Exercise: From the entries below, extract every line that includes the word "font".

Input data:
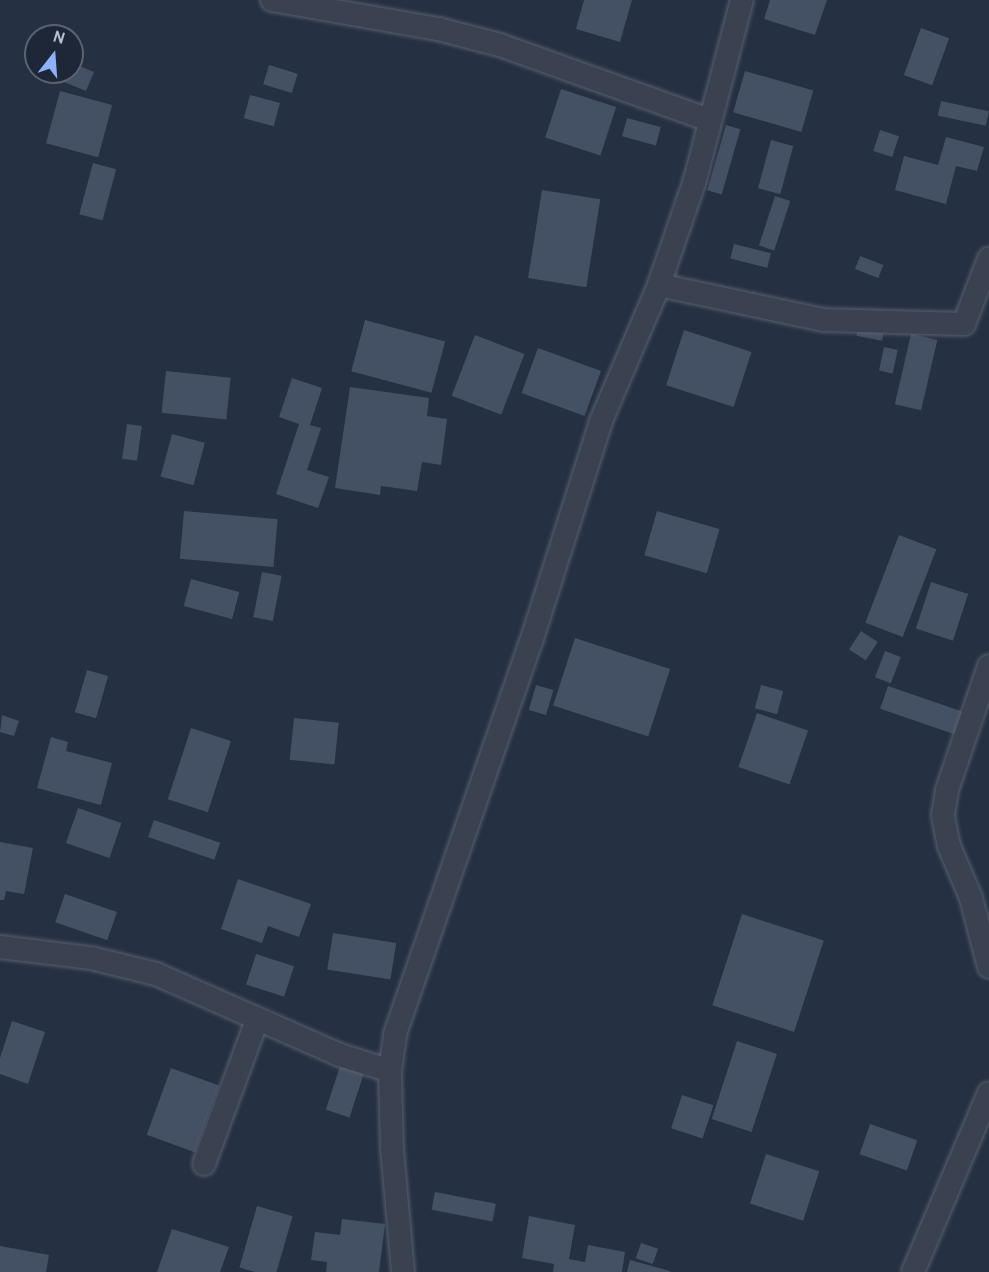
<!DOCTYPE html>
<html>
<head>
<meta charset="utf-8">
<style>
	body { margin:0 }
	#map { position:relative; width:989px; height:1272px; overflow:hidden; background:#253042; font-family:Overpass,sans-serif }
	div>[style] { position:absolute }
	.building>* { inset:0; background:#445064; transform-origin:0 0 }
	.roads { filter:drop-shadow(0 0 2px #58606f) drop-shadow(0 0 2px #58606f) }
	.street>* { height:22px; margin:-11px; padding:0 11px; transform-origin:11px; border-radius:11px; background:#3a4251 }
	span { translate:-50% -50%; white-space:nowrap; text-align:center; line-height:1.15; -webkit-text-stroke:4.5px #1e2737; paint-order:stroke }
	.north { position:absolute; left:24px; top:24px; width:60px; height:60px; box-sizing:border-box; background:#1e2737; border:2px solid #5b6373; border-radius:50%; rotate:17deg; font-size:16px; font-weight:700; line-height:24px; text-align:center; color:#b7becc }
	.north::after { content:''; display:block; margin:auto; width:21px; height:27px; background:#8db2fa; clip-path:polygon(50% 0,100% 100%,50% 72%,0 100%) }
</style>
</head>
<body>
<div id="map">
	<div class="building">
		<i style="clip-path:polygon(584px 0,632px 0,620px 42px,576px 29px)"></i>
		<i style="clip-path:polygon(770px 0,827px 0,815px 35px,764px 19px)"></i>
		<i style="left:921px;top:28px;width:30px;height:50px;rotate:20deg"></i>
		<i style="clip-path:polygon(72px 63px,94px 72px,86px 91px,54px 78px,57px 72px,72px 72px)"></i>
		<i style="left:269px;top:65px;width:30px;height:20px;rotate:17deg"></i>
		<i style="left:745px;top:71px;width:71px;height:43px;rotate:16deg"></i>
		<i style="left:561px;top:89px;width:58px;height:51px;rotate:18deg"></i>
		<i style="left:60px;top:91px;width:54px;height:54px;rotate:15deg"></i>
		<i style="left:250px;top:95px;width:31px;height:24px;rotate:15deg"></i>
		<i style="left:941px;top:101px;width:49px;height:15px;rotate:12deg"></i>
		<i style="left:627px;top:118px;width:35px;height:19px;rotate:15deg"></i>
		<i style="left:726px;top:125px;width:15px;height:68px;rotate:16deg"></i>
		<i style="left:880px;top:130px;width:20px;height:22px;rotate:18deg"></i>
		<i style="clip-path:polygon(946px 137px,984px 147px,977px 171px,956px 166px,946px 204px,895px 190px,904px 156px,938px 165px)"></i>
		<i style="left:771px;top:140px;width:23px;height:50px;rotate:15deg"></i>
		<i style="left:93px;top:163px;width:24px;height:53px;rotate:15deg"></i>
		<i style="left:542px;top:190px;width:59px;height:89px;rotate:9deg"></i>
		<i style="left:775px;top:196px;width:16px;height:52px;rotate:18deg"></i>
		<i style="left:734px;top:244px;width:38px;height:15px;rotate:14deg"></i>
		<i style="left:860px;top:256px;width:25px;height:14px;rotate:21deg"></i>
		<i style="left:365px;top:320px;width:83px;height:53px;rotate:15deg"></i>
		<i style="left:859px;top:323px;width:26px;height:13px;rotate:11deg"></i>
		<i style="left:684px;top:330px;width:71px;height:58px;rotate:18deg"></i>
		<i style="left:911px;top:334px;width:27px;height:72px;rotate:13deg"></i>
		<i style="left:475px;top:335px;width:53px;height:65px;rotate:21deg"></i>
		<i style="left:884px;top:347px;width:14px;height:24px;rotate:12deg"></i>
		<i style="left:538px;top:348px;width:67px;height:48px;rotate:20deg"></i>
		<i style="left:166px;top:371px;width:65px;height:42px;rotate:6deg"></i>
		<i style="clip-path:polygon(292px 378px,322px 388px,310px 425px,321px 428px,307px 470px,329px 477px,318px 508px,276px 494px,299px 424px,279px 417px)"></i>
		<i style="clip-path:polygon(350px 387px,429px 398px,427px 416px,447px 419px,441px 465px,422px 462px,417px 491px,381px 486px,380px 495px,335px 488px)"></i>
		<i style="left:127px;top:424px;width:15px;height:35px;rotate:8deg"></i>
		<i style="left:172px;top:434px;width:34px;height:44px;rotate:15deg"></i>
		<i style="left:184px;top:511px;width:94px;height:48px;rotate:5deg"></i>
		<i style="left:657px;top:511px;width:65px;height:46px;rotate:16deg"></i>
		<i style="left:899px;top:535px;width:40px;height:94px;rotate:21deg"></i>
		<i style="left:262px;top:572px;width:20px;height:46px;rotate:11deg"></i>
		<i style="left:191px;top:579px;width:50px;height:28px;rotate:15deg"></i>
		<i style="left:931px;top:582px;width:39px;height:49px;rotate:18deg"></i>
		<i style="left:861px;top:631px;width:20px;height:22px;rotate:33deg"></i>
		<i style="left:575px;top:638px;width:100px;height:71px;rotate:18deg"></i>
		<i style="left:885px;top:651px;width:17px;height:28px;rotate:21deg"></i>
		<i style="left:87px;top:670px;width:22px;height:44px;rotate:16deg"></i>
		<i style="left:536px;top:685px;width:18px;height:26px;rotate:16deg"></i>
		<i style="left:761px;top:685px;width:23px;height:24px;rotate:15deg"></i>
		<i style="left:888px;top:686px;width:83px;height:24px;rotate:19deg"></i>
		<i style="left:757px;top:713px;width:54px;height:57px;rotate:19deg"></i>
		<i style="clip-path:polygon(2px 715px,19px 721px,14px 736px,0 732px)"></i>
		<i style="left:294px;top:718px;width:45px;height:42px;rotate:6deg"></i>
		<i style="left:191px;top:728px;width:42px;height:75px;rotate:18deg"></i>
		<i style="clip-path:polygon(51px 737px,68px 742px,66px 751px,112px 763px,101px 805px,37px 788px)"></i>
		<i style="left:78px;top:808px;width:46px;height:37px;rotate:19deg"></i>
		<i style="left:154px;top:820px;width:70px;height:18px;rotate:19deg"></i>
		<i style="clip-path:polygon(0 842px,33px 848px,24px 894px,6px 891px,4px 900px,0 900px)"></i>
		<i style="clip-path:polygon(238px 879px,311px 904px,299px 937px,268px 926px,262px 943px,221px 929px)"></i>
		<i style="left:65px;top:894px;width:55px;height:30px;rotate:19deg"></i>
		<i style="left:742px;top:914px;width:86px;height:96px;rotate:18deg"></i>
		<i style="left:333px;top:933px;width:64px;height:37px;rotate:9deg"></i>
		<i style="left:256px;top:954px;width:40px;height:32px;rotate:18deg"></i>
		<i style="clip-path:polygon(12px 1021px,45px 1032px,28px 1084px,0 1074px,0 1058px)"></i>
		<i style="left:737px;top:1041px;width:42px;height:82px;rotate:18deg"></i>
		<i style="left:340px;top:1066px;width:25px;height:46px;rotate:18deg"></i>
		<i style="left:171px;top:1068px;width:51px;height:71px;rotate:20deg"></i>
		<i style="left:682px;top:1095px;width:33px;height:35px;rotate:18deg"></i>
		<i style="left:870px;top:1124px;width:50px;height:32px;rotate:19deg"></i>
		<i style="left:766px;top:1154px;width:56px;height:52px;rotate:18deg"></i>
		<i style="left:435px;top:1192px;width:62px;height:18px;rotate:11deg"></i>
		<i style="left:257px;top:1206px;width:37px;height:64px;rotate:16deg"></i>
		<i style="clip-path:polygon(529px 1216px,575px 1225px,569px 1259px,585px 1262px,588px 1245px,625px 1252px,622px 1272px,553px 1272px,554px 1264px,522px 1258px)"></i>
		<i style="clip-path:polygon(342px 1219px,385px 1224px,379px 1272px,326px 1272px,327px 1262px,311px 1260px,315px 1232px,340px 1235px)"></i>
		<i style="clip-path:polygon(172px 1229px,229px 1247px,220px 1272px,157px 1272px)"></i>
		<i style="left:641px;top:1243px;width:18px;height:16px;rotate:19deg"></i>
		<i style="clip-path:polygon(0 1246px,49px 1255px,46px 1272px,0 1272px)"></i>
		<i style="clip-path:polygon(630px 1260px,670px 1271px,670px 1272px,627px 1272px)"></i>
	</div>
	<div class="roads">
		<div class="street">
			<i style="left:272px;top:0;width:169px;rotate:9.9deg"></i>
			<i style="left:438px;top:29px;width:64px;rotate:14.5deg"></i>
			<i style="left:500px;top:45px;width:222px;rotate:19.7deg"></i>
			<i style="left:659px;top:285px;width:168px;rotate:12deg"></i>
			<i style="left:823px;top:320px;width:141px;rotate:1.6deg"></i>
			<i style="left:964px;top:324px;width:70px;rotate:-69deg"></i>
			<i style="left:989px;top:666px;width:131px;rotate:108.7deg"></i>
			<i style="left:947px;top:790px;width:26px;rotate:99deg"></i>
			<i style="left:943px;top:816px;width:31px;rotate:79deg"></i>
			<i style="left:949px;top:846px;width:56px;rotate:67.1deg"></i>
			<i style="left:971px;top:898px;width:71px;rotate:75.4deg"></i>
			<i style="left:0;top:947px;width:92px;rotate:6.9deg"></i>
			<i style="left:91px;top:958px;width:67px;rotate:13.8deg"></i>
			<i style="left:156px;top:974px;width:201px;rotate:23.8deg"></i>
			<i style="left:340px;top:1055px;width:52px;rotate:17.7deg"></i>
			<i style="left:204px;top:1164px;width:153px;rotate:-69.8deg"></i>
			<i style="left:403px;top:1272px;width:123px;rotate:-95.1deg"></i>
			<i style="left:392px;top:1149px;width:78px;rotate:-91.5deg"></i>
			<i style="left:390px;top:1071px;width:37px;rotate:-82deg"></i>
			<i style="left:395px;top:1034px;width:415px;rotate:-70.9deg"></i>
			<i style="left:531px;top:642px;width:232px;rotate:-72.4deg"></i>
			<i style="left:601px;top:421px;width:148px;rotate:-66.9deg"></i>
			<i style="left:659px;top:285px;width:111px;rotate:-71.1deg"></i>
			<i style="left:695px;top:180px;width:186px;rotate:-75.4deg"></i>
			<i style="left:913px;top:1272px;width:194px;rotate:-67deg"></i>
		</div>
	</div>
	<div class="north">N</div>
</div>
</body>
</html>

Written solution:
	#map { position:relative; width:989px; height:1272px; overflow:hidden; background:#253042; font-family:Overpass,sans-serif }
	.north { position:absolute; left:24px; top:24px; width:60px; height:60px; box-sizing:border-box; background:#1e2737; border:2px solid #5b6373; border-radius:50%; rotate:17deg; font-size:16px; font-weight:700; line-height:24px; text-align:center; color:#b7becc }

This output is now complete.